Then we will fsck, fix, or kill the server responsible. This bacup should have been moving clients off this system jan 6th, right after troubleshooting took more than a few hours to discover the disk.


Jan 8, 10. I dont get this part, can you send me the notices or tickets related to this. either they started a backup or didnt, Idont know how or why one would be announced 8th and not start til 10th, my guess is it it started on the 8th, you just didnt get the notification followups til the 10th. either way I would like to see what was done and said, and lets face it, this system should have been back up on the 6th, so we're well past any point of time frame any of us, you , me, managers, techs, should accept.

Jan 11-16: 5 days restore, is dismal. something being fixed right now, but thats just sad and dismal. I have no excuse, only apologies and shame.

that should have been the end of the story. I dont know why or how you ended up with corrupt data, I hate to sling a finger at r1, but its been known to do that, ask any host. It doesnt make it any better.

This is also why we tried a big push for clients to buy backup service, the ones that did had their systems restored in hours on other nodes. We aren't hearing from them in this thread, it was a non issue. Why in this day and age anyone would simply not do some second level of backup instead of just relying on the full system restores is beyond me. For 14yrs our backup sla hasnt changed, we do backups for ourselves, to restore our clients and not lose an account. And yes if you need youcan get a file from it, but running a business and not forking up $5 for a backup to sleep at night and avoid problems is beyond me.

It doesn't excuse our failure in this long restore. i'm sure my techs cursed as loud as you did when they saw the data corrupt. If there's a ray of light to take from this, the new v5 can check for corruption better, manage it, backup and rsotre cpanel sides, mysql parts, and again let you even as a vps client get in there and manage the data if you want to do your own restore. We're working rpaidly with idera to complete this deployment. The sacrifice is they gave up compression for speed, which is fine. what you dont know is that 50% more diskspace now needed, amounts to Petabytes here, and we're covering those costs, not passing them on. but you normally won't hear about that stuff either.
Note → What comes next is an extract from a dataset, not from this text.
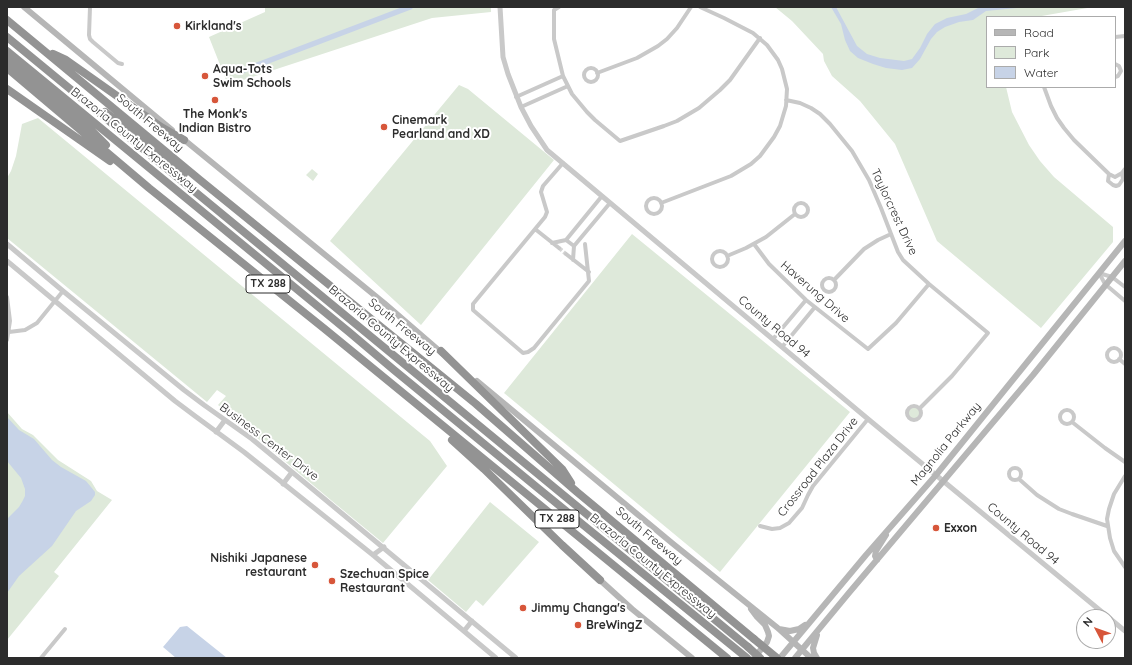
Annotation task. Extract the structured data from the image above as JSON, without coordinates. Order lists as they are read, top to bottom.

2013-01-18 : I'm beyond sorry, and apologies seem rather useless at this stage. Zach or Chris will be along to comment.
Jag@
Again thanks for having good feelings for me or for your clients but now the time is flying and I will request you to handle my issue and not only handle but solve ASAP because I don't want anymore.
Moreover, I am sending the longest ticket # (With 81 replies) since this happened. I will be waiting for updates.

Posted by ckpeter, 01-18-2013, 01:07 PM
Jag, thanks for stopping by with information.

At the moment, my VPS has not been restored.

I generally don't like to complain loudly, or make lots of noise. I am a service provider myself, and I know how bad things can happen to even the best host.

At this point, I have a few questions:

1) What exactly is the bottleneck for the slow restore (disk IO, restoring node one at a time, etc)? What can be done to speed it up?

Customer service has very kindly setup a spare VPS for me. However, it takes me substantial amount of time to set a VPS up, which I don't want to do, if my original VPS will come back in another day.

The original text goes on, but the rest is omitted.